Mumsnet has not checked the qualifications of anyone posting here. If you need help urgently or expert advice, please see our domestic violence webguide and/or relationships webguide. Many Mumsnetters experiencing domestic abuse have found this thread helpful: Listen up, everybody

Realistic budget for partner working away?

54 replies

Madmozzie · 28/12/2018 10:48

My h will be working away for the majority of the coming year, and will be getting slightly increased pay because of it. We have spoken numerous times about saving up for various things, but don't manage to save much on usual pay. I have been unsuccessful in increasing my income, so there's nothing to rely on from that area.

I'd like him to set a budget, as some other colleagues do, but in the past he just spends as he likes. Even though the company provides meals, he will go out for dinner every weekend he can, and often every evening for weeks at a stretch. This is of course followed up by drinks in bars, often til the early hours, as well as sightseeing, some hotel stays and the usual weekend lunches and shopping you do while away from home and bored.
It's the frequent meals out which really annoy me, as there's no way me and the kids could afford to do that, and I don't see how he can justify that treat so often esp as meals are already provided. Many of his colleagues are not married with kids, so it's not the same for them. I can understand getting bored while away, but he surely could meet up for drinks after and not treat himself to eating out so often? Me and the DC font eat out, sightsee etc, and I can't remember the last time I went out for drinks either with or without him!
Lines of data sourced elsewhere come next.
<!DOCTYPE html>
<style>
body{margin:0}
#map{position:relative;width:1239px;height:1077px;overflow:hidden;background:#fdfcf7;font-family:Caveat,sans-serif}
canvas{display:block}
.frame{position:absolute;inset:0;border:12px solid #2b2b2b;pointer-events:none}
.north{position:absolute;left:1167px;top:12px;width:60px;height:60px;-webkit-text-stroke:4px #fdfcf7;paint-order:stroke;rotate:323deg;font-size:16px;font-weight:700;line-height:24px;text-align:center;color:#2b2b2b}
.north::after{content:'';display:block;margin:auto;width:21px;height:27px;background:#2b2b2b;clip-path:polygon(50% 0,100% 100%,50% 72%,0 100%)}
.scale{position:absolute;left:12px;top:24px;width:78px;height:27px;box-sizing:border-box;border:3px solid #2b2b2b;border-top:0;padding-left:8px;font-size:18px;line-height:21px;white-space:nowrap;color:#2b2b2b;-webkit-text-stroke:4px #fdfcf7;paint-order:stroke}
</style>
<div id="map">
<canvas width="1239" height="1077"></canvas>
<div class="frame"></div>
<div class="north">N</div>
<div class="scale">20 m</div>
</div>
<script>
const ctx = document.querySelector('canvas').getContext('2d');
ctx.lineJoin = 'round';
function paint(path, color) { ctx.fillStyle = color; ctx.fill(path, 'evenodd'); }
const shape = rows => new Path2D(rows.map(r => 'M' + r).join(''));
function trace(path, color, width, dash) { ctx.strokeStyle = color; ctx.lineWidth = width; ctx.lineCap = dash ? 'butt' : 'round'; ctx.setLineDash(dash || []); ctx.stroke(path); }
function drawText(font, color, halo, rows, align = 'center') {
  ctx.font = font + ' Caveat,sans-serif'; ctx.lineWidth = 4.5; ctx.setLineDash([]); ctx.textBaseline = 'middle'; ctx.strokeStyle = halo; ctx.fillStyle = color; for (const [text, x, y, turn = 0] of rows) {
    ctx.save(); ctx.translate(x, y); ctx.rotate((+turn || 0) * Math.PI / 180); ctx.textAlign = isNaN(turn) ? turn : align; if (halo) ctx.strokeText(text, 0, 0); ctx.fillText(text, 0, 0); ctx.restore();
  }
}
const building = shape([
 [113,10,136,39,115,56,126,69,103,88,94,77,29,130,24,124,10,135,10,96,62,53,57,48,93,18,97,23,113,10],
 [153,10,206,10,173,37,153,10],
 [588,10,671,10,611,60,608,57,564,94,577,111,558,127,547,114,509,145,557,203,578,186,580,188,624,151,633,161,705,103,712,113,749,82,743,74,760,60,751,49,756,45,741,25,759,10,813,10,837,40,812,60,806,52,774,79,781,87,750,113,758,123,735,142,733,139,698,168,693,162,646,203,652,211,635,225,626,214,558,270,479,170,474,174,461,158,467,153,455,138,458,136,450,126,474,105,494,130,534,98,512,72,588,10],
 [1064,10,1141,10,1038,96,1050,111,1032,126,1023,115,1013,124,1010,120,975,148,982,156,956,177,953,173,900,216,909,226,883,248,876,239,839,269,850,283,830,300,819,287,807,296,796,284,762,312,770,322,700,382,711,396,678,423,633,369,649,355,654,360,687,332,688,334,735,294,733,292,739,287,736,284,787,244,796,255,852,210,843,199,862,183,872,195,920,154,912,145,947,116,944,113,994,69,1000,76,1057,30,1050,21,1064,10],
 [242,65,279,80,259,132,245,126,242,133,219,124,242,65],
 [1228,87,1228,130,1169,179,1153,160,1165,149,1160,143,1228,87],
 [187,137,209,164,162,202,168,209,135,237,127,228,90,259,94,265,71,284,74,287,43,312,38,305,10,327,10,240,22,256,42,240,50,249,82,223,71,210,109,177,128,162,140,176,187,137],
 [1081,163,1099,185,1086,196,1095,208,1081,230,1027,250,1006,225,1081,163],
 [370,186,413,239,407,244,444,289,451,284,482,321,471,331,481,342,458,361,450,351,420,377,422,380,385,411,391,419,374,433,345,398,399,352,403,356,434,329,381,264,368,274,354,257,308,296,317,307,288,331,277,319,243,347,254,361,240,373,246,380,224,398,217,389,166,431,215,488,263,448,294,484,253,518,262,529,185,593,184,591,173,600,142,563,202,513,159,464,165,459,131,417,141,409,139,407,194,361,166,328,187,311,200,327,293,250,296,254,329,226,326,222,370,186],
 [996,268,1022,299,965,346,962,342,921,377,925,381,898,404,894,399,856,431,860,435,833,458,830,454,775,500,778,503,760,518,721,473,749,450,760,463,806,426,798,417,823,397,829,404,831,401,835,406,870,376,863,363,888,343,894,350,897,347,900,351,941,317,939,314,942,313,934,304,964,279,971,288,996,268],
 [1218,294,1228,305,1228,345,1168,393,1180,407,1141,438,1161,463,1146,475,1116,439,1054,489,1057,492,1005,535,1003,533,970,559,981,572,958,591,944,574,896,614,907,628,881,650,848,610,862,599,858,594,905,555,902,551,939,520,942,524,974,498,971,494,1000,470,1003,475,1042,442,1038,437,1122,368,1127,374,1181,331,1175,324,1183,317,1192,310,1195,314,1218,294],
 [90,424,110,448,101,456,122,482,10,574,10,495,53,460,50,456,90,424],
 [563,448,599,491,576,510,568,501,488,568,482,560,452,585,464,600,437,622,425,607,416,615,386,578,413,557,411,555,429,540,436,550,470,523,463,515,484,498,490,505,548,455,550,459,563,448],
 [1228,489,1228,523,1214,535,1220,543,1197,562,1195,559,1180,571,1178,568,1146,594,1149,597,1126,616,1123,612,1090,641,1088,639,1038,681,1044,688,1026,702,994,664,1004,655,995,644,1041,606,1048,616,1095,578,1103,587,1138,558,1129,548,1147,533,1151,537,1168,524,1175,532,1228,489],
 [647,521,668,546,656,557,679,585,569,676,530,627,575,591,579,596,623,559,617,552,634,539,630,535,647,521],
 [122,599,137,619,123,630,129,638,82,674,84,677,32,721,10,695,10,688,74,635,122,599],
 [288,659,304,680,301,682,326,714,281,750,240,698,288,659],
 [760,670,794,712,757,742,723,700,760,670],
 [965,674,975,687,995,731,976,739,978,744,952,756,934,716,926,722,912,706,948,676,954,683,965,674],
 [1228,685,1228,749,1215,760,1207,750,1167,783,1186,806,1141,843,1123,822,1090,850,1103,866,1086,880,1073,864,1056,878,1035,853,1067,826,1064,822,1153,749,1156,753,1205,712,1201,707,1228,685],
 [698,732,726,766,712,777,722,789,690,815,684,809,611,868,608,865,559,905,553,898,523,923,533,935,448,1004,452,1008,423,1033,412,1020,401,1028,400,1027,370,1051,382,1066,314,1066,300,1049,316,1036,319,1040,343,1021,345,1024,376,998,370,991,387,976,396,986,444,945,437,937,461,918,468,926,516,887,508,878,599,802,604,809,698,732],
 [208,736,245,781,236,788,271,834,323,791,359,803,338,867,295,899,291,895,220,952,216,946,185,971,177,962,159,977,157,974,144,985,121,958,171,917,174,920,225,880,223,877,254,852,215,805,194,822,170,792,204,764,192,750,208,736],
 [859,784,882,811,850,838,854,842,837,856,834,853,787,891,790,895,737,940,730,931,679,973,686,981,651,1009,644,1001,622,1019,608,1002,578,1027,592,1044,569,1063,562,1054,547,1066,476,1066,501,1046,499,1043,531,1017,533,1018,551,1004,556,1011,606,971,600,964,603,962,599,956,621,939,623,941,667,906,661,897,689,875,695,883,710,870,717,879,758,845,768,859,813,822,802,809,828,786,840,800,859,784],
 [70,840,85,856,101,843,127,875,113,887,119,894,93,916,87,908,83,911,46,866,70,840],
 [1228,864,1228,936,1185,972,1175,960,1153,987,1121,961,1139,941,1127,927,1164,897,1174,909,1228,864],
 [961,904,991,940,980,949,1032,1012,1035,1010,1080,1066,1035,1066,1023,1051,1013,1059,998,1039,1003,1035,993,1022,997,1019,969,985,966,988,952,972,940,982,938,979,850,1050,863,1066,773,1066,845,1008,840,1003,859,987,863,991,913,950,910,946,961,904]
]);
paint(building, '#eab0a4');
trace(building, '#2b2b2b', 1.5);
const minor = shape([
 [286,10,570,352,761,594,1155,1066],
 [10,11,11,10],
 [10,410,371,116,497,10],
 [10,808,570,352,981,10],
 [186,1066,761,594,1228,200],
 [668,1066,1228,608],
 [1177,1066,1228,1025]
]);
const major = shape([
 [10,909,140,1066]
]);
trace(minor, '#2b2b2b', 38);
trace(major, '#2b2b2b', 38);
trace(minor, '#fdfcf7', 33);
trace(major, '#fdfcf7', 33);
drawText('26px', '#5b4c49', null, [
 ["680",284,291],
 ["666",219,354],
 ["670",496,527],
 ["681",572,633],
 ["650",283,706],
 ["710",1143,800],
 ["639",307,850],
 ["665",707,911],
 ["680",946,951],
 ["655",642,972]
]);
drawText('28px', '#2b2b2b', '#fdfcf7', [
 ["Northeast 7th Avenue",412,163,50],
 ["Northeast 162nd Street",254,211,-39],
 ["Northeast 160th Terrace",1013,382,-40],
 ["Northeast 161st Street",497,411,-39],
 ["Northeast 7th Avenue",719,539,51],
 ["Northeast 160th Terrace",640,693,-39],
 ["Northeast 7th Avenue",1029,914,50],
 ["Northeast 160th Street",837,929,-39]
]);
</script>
So what would be a realistic budget? Eating out twice a week (still more than I do!)? A set amount of money per week? No matter what I suggest, I think it will meet with some resistance when it comes down to actually sticking with it, so how do other ppl go about it? It's our best opportunity for saving money, otherwise I'll just be scrimping in other areas while he's out living the high life.

OP posts:
Fairylightfurore · 28/12/2018 10:51

Whenever either of us get extra pay that isn't permanent we stick all of it into savings to be spent on something specific for the family, not to be frittered away or for us to become dependent on the extra income. Why not do this then if your DH chooses to spend what's left of his money ( after bills and other family obligations) on eating out and booze that's up to him.

Grace212 · 28/12/2018 10:55

" Even though the company provides meals, he will go out for dinner every weekend he can, and often every evening for weeks at a stretch. This is of course followed up by drinks in bars, often til the early hours, as well as sightseeing, some hotel stays and the usual weekend lunches and shopping you do while away from home and bored. "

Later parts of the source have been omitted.